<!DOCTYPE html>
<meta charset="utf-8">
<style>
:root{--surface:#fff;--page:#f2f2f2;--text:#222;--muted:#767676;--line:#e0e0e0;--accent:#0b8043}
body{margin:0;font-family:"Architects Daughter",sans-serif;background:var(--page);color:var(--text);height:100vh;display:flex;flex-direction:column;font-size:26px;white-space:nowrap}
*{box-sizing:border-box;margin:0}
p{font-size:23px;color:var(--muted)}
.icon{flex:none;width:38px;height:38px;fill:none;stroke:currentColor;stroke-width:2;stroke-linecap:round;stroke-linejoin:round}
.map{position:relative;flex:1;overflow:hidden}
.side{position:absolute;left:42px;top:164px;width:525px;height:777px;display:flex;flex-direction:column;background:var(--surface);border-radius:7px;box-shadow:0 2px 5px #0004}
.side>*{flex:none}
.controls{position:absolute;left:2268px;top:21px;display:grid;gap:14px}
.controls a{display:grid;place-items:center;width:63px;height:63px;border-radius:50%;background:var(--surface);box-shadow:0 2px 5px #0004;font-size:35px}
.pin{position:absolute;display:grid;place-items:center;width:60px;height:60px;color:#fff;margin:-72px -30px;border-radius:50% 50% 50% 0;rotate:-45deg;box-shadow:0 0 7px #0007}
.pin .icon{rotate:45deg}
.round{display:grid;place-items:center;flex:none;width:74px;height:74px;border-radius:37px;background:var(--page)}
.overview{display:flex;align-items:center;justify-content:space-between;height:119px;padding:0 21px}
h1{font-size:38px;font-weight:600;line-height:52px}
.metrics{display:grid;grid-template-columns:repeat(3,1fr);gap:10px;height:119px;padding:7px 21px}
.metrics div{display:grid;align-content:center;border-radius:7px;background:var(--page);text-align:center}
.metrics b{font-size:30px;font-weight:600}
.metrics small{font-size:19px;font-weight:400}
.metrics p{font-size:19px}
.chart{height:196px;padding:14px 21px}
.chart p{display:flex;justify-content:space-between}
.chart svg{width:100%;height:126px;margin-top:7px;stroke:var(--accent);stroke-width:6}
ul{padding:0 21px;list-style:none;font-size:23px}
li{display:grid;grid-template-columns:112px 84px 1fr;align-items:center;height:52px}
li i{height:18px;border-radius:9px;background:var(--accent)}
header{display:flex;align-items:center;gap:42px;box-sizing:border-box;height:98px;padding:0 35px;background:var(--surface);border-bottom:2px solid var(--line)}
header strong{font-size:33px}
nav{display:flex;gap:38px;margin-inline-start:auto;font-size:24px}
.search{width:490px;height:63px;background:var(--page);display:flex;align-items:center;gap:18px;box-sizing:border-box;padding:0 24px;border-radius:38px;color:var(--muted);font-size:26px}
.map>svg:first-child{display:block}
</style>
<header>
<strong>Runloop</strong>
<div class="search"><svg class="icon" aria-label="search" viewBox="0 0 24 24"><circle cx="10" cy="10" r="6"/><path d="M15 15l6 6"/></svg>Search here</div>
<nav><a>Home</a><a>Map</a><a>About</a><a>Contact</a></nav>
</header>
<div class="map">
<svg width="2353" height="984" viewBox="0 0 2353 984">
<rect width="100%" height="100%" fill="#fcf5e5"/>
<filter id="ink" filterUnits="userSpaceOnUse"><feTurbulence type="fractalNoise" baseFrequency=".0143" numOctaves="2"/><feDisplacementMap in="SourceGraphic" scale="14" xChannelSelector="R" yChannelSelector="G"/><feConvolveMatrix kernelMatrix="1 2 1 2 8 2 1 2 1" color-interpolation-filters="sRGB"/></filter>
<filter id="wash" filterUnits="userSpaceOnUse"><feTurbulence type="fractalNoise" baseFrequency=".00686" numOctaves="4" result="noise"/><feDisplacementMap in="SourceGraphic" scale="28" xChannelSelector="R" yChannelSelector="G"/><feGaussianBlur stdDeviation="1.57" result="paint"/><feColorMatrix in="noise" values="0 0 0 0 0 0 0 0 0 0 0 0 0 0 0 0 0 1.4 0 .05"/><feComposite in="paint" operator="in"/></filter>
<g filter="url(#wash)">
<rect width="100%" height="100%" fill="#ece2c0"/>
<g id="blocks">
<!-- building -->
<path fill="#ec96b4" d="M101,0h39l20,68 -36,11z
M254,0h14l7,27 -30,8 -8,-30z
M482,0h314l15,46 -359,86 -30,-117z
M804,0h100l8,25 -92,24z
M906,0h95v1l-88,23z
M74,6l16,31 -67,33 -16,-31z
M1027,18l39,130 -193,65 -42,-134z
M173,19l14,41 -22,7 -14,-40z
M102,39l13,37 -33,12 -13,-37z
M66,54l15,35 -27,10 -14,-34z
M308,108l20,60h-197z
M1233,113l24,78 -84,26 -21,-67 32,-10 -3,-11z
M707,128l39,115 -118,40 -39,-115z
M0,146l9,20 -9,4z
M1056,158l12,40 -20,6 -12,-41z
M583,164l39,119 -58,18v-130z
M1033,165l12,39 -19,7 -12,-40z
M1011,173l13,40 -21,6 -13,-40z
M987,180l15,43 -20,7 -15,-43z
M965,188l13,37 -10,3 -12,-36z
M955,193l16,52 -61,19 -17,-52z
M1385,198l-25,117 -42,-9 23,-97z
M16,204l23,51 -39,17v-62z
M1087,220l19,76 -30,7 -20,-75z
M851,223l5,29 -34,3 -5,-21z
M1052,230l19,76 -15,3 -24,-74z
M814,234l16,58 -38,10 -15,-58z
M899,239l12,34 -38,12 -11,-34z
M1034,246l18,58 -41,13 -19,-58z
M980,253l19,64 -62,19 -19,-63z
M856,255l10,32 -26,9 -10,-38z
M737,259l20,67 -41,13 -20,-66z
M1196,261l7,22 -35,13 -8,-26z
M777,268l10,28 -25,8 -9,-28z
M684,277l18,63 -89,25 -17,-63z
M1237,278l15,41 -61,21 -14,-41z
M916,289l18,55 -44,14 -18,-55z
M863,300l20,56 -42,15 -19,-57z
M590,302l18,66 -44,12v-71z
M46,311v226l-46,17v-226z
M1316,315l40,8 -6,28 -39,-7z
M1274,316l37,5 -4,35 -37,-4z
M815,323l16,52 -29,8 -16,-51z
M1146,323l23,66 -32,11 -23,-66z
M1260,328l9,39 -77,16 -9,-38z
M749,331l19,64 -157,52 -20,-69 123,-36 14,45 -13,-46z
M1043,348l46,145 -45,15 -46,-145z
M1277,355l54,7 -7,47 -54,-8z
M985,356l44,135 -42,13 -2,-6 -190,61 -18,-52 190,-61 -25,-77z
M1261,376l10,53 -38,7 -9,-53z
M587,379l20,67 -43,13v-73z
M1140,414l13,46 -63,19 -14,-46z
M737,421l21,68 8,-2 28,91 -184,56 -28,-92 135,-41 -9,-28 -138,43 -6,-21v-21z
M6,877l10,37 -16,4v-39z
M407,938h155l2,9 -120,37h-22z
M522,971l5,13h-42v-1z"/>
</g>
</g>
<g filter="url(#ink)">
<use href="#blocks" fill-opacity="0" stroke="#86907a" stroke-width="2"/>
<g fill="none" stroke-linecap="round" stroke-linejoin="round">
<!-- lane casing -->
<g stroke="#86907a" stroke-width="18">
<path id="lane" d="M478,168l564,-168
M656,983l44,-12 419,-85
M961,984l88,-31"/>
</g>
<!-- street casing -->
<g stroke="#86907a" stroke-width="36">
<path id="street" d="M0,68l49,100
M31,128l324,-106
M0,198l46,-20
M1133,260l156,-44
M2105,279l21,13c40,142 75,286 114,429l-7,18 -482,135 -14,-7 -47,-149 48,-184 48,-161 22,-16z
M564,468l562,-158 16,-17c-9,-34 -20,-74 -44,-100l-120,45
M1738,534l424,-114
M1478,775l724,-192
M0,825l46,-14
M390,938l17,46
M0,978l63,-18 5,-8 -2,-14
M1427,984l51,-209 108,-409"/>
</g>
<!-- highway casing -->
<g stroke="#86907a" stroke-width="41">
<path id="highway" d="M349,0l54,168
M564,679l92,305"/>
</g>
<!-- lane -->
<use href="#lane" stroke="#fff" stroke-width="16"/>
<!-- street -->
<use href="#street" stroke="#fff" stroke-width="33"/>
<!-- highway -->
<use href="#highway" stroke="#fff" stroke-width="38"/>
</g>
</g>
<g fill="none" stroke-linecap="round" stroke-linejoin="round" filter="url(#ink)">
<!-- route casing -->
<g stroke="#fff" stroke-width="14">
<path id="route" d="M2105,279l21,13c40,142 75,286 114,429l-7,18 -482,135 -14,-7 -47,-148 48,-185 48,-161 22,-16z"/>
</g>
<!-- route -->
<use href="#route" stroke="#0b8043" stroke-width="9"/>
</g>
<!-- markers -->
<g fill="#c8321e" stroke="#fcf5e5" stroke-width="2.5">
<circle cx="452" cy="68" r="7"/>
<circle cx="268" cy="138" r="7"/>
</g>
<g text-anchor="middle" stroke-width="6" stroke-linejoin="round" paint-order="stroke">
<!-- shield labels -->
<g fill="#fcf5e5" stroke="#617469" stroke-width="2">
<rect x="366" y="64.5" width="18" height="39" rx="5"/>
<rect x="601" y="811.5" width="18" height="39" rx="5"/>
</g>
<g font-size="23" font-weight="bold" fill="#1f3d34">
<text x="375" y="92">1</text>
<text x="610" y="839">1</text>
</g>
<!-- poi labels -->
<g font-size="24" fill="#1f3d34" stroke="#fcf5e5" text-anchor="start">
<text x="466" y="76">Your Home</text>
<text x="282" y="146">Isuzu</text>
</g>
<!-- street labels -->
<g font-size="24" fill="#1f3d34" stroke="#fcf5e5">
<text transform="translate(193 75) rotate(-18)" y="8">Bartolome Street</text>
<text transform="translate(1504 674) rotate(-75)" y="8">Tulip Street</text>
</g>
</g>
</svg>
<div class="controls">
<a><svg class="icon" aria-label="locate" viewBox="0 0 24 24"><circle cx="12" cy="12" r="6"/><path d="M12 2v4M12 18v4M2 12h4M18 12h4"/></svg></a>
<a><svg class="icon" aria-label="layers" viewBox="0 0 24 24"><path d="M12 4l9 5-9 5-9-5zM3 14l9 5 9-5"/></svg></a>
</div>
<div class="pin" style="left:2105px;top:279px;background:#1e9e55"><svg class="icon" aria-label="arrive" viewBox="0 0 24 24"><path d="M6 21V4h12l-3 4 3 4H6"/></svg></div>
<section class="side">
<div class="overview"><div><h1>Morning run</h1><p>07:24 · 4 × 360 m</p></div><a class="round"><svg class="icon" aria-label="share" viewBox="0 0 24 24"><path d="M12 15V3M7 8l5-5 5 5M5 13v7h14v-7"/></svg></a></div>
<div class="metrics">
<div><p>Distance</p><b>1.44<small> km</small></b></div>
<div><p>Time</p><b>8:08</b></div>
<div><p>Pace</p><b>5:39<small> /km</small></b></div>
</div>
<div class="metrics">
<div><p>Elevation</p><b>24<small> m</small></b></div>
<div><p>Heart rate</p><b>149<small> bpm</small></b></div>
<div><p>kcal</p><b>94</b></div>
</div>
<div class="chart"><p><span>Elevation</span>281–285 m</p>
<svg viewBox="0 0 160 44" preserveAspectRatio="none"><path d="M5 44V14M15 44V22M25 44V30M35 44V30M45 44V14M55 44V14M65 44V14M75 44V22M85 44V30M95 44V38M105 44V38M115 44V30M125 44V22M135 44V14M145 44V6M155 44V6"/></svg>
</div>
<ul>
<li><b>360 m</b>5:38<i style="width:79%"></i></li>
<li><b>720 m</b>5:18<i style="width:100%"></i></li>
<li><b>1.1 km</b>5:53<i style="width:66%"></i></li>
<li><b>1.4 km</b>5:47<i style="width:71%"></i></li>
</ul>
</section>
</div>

------------

What you should do: For the string "controls", go line by line through the material and copy every line that has it.

Written response:
.controls{position:absolute;left:2268px;top:21px;display:grid;gap:14px}
.controls a{display:grid;place-items:center;width:63px;height:63px;border-radius:50%;background:var(--surface);box-shadow:0 2px 5px #0004;font-size:35px}
<div class="controls">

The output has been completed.